**Description of the task:** The answer must be the complete listing, copied exactly.

**Material supplied:**
►
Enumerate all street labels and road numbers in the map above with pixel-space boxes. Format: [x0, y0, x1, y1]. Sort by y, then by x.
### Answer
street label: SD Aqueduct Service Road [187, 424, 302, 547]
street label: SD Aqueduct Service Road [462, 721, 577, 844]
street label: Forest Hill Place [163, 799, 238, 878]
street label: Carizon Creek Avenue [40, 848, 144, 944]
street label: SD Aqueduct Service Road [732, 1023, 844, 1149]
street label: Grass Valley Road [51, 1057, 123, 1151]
◄
**Answer box:**
Enumerate all street labels and road numbers in the map above with pixel-space boxes. Format: [x0, y0, x1, y1]. Sort by y, then by x.
### Answer
street label: SD Aqueduct Service Road [187, 424, 302, 547]
street label: SD Aqueduct Service Road [462, 721, 577, 844]
street label: Forest Hill Place [163, 799, 238, 878]
street label: Carizon Creek Avenue [40, 848, 144, 944]
street label: SD Aqueduct Service Road [732, 1023, 844, 1149]
street label: Grass Valley Road [51, 1057, 123, 1151]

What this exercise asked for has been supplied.